What is needed
Transcribe the data below verbatim from the line with "for (const [text, x, y, turn" to the line with "M500,5h41l175,280 -9,7 -147,-227 -64,-53z". Include both of those lines.

Records supplied
• • •
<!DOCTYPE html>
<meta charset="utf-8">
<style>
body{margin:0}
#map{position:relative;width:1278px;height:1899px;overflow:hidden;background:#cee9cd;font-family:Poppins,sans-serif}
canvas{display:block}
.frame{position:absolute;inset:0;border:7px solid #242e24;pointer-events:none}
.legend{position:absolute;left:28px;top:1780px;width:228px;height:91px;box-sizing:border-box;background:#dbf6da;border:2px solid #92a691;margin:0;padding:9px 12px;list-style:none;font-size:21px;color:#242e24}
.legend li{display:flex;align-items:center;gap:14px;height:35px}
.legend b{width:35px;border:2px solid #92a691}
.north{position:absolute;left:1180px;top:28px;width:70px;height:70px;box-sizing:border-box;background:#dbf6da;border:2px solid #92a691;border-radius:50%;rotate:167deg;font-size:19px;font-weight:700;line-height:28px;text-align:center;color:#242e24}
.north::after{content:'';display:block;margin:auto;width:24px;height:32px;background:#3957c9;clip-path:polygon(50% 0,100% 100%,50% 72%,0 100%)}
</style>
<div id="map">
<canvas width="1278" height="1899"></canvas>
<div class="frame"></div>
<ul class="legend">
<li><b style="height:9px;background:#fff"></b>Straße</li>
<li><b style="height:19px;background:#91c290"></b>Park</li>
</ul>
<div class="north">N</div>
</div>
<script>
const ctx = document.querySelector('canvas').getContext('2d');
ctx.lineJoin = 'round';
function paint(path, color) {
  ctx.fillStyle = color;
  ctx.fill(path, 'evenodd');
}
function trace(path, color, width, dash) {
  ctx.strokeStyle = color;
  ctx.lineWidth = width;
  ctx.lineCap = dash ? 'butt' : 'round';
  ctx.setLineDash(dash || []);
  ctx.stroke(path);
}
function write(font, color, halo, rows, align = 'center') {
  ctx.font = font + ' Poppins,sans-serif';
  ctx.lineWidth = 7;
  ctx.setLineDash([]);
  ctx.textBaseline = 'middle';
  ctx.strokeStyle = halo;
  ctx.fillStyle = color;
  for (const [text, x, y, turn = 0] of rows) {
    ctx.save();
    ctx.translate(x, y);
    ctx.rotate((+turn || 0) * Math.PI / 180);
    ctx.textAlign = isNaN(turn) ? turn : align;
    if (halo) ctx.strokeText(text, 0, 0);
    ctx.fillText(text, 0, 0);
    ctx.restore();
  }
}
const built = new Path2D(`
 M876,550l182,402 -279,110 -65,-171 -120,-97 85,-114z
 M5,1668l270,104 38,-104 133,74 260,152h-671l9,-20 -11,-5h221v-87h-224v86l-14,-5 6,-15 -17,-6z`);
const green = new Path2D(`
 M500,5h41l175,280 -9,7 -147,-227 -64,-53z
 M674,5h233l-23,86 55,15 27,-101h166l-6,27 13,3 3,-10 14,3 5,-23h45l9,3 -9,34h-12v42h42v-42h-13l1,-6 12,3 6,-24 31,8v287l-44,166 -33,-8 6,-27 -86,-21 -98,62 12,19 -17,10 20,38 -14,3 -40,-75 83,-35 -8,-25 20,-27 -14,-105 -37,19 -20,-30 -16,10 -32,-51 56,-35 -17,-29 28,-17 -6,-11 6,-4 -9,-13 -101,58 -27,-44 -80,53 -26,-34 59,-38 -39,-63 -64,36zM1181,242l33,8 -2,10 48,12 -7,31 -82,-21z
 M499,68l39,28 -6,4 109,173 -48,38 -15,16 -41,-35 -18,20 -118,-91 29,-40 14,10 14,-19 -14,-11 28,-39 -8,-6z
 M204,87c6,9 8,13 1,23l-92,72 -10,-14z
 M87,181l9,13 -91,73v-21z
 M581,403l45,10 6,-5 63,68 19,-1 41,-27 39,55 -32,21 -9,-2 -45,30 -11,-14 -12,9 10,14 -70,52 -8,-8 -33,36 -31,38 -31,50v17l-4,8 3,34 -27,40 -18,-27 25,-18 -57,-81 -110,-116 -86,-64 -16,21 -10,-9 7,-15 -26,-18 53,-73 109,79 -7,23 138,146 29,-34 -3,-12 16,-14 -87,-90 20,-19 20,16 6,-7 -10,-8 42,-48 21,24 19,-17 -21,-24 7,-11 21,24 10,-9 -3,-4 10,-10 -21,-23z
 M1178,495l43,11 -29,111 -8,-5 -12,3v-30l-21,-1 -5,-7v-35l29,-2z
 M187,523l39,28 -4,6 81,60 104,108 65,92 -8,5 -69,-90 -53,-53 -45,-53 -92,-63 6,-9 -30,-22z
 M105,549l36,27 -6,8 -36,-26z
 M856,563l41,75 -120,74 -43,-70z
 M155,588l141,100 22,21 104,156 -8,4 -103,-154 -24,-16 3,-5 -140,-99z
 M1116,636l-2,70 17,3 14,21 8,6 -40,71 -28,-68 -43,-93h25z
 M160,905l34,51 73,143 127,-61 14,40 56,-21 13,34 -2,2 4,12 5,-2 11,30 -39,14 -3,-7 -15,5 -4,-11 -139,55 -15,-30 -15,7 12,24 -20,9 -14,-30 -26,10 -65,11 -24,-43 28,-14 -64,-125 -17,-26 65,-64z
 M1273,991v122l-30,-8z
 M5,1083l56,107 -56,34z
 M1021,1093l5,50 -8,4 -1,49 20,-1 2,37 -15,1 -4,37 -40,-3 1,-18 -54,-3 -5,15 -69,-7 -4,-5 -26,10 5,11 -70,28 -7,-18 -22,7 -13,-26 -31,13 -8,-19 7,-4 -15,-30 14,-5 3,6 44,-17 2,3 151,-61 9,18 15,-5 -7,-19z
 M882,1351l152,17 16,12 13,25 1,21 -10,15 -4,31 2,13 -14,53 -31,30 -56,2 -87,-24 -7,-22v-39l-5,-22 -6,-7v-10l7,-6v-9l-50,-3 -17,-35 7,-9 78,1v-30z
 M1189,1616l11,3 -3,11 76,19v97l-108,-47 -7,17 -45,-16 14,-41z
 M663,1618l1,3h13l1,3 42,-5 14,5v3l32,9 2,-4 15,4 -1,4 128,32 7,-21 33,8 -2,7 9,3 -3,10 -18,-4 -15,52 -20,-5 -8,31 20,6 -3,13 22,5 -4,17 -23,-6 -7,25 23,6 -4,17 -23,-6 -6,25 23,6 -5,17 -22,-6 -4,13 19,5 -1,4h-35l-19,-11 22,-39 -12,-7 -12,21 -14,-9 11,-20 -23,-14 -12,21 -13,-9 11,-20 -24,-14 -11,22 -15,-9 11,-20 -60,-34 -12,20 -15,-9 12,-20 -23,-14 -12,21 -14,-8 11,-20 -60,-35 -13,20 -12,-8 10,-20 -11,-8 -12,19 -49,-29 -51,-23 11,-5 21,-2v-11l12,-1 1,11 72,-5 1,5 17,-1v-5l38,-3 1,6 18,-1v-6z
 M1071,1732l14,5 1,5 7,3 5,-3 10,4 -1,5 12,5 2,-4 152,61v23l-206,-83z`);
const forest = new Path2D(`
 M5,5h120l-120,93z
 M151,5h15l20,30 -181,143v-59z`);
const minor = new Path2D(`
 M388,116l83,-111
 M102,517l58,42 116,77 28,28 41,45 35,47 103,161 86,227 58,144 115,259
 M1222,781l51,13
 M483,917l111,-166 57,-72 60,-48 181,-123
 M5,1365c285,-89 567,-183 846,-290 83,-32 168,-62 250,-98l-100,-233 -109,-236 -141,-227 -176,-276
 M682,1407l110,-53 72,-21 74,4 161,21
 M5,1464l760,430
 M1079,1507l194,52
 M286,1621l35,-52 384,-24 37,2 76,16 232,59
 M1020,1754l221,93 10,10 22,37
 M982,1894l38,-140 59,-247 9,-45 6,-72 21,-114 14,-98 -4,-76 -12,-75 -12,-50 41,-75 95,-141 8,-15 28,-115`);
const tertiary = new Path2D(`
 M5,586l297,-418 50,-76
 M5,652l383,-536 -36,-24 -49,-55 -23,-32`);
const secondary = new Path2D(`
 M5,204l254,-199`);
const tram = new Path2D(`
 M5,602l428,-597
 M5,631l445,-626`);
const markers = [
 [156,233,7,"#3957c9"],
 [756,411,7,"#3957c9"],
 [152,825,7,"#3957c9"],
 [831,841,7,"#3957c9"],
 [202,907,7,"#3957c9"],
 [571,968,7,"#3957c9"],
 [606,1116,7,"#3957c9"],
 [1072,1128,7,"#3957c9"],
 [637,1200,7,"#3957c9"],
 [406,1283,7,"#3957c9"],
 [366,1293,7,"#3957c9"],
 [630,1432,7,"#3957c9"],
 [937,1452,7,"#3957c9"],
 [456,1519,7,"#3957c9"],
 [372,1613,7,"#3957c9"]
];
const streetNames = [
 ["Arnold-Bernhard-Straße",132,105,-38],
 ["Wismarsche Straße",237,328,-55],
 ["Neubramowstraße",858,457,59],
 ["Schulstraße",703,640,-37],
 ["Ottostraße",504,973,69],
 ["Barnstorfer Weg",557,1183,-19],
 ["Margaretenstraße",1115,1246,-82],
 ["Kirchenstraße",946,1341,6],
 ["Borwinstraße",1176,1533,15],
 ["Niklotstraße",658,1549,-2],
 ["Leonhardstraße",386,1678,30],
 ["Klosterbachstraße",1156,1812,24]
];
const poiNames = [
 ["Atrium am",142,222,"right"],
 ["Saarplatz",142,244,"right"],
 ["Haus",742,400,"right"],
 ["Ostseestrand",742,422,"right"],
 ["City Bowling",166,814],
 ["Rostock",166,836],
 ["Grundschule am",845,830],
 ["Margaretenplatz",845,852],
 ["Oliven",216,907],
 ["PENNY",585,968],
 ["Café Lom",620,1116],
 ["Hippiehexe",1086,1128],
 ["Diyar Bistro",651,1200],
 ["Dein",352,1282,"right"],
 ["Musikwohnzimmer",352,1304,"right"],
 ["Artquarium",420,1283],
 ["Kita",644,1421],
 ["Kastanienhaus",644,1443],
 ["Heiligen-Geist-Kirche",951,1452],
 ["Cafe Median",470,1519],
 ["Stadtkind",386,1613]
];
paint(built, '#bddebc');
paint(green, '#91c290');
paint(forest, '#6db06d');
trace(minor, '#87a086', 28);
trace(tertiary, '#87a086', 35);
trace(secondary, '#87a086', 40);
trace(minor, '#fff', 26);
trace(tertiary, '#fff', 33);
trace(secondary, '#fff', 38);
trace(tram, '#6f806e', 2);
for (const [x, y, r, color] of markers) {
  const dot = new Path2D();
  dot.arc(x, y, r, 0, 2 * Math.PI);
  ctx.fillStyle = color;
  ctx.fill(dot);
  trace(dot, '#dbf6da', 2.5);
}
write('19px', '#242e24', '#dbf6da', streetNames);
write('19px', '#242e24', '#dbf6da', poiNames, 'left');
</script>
• • •
The answer
  for (const [text, x, y, turn = 0] of rows) {
    ctx.save();
    ctx.translate(x, y);
    ctx.rotate((+turn || 0) * Math.PI / 180);
    ctx.textAlign = isNaN(turn) ? turn : align;
    if (halo) ctx.strokeText(text, 0, 0);
    ctx.fillText(text, 0, 0);
    ctx.restore();
  }
}
const built = new Path2D(`
 M876,550l182,402 -279,110 -65,-171 -120,-97 85,-114z
 M5,1668l270,104 38,-104 133,74 260,152h-671l9,-20 -11,-5h221v-87h-224v86l-14,-5 6,-15 -17,-6z`);
const green = new Path2D(`
 M500,5h41l175,280 -9,7 -147,-227 -64,-53z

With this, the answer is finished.